Task item —
Your answer needs to include each line of the records in which the string "Beechwood" can be found.

Material provided —
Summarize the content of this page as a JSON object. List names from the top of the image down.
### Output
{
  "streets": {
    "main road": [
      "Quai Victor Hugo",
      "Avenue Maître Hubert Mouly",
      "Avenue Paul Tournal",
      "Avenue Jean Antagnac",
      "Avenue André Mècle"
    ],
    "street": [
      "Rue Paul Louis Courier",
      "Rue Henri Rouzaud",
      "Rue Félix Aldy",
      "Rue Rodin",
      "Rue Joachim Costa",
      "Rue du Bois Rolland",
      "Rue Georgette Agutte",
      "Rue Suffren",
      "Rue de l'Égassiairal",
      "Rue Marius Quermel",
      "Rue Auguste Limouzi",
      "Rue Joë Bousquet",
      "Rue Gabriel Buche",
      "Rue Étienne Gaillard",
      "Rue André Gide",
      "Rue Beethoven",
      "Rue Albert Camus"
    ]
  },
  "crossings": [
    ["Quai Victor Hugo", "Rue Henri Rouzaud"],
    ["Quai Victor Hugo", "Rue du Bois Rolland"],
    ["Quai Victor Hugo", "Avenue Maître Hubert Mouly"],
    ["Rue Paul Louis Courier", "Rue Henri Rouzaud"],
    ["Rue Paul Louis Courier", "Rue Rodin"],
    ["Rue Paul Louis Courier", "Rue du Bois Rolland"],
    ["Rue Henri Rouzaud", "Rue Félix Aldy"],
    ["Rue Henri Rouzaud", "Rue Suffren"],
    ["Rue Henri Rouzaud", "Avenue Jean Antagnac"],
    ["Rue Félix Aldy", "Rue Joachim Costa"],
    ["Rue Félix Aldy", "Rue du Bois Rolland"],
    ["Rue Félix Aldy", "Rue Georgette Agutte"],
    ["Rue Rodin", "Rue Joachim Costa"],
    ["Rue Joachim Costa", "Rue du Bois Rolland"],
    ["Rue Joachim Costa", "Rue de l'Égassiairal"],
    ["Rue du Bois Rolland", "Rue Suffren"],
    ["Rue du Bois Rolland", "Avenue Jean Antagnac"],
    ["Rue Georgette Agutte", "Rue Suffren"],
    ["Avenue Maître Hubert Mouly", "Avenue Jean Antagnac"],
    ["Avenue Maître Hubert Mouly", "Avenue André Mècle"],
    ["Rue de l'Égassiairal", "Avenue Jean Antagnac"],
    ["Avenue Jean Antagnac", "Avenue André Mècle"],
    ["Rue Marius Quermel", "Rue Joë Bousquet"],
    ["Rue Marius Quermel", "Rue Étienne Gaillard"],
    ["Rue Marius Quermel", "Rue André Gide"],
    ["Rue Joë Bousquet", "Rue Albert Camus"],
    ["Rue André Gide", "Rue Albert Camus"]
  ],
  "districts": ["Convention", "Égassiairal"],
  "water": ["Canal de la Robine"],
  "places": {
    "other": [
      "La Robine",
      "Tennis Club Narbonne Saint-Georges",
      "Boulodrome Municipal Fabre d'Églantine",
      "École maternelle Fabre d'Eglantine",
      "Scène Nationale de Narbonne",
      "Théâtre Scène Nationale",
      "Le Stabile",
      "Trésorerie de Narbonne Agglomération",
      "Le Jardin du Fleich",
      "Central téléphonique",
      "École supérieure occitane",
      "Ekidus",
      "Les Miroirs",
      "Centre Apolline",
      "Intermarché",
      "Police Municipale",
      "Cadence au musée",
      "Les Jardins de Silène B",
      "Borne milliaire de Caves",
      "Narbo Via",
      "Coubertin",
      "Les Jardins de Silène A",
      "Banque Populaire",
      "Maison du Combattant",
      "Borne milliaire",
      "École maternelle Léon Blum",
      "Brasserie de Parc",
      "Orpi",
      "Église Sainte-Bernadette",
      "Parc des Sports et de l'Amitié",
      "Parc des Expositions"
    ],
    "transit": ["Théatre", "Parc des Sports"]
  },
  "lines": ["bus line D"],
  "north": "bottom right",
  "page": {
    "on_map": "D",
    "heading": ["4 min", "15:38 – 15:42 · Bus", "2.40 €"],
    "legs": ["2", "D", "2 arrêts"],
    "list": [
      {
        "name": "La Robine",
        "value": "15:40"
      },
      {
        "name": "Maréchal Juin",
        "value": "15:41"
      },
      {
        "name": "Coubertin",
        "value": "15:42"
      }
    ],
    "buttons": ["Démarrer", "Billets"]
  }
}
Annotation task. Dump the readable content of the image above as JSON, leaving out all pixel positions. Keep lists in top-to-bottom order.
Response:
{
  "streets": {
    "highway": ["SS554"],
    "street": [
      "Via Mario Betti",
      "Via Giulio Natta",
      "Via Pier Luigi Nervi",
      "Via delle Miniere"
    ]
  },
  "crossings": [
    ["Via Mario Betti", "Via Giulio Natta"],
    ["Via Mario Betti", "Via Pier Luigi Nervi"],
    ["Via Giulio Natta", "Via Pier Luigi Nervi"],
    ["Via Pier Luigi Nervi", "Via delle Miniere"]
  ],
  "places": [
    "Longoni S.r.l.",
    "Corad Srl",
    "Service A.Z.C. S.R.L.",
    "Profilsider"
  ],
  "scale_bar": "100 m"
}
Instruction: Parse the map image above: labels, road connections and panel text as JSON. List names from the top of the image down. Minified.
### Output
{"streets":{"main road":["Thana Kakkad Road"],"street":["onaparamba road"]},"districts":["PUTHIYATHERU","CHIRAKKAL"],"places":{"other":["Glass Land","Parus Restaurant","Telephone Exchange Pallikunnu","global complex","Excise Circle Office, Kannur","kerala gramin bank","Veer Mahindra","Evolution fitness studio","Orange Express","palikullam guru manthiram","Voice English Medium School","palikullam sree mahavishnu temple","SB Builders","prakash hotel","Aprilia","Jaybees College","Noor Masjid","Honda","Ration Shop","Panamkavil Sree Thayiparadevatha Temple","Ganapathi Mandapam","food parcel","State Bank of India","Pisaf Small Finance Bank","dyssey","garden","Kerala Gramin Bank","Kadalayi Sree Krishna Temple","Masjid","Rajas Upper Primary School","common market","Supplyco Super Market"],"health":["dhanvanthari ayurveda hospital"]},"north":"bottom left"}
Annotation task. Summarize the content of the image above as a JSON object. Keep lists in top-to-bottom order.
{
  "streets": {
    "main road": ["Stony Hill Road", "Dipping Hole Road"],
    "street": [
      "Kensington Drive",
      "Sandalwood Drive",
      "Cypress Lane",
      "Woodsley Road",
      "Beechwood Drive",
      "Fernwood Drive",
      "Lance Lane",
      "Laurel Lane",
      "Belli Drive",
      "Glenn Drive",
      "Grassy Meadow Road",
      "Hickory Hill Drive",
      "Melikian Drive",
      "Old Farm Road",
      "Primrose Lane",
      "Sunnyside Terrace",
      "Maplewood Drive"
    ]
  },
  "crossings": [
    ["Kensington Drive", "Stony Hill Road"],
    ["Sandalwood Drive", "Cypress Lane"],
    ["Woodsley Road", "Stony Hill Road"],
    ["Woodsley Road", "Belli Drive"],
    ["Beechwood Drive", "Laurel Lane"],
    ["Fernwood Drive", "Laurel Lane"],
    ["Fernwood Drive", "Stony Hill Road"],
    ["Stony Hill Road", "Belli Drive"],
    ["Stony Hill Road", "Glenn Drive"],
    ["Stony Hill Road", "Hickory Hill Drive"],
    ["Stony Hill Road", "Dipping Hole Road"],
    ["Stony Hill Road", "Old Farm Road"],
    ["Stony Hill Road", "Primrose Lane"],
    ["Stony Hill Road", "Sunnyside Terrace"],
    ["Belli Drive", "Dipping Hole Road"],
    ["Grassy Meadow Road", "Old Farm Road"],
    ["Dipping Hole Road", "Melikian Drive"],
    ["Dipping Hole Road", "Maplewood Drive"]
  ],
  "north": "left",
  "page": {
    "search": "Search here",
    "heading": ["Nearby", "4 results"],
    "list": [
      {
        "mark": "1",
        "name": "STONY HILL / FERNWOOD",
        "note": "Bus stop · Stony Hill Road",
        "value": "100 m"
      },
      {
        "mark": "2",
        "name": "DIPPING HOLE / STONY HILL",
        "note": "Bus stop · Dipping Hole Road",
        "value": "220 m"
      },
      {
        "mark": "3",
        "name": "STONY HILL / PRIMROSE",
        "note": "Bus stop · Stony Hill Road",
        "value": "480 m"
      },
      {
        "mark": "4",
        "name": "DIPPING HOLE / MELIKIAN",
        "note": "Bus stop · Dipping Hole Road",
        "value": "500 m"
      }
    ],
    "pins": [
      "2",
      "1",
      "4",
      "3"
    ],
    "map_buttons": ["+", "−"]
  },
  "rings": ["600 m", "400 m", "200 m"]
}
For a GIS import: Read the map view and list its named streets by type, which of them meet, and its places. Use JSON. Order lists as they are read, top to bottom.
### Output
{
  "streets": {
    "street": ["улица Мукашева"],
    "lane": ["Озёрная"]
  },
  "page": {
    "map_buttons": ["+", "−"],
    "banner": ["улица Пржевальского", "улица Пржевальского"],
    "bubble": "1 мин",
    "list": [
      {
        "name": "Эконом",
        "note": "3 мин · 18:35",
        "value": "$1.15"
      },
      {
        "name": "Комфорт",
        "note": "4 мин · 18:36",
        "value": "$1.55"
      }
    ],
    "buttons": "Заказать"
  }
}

Exercise result —
      "Beechwood Drive",
    ["Beechwood Drive", "Laurel Lane"],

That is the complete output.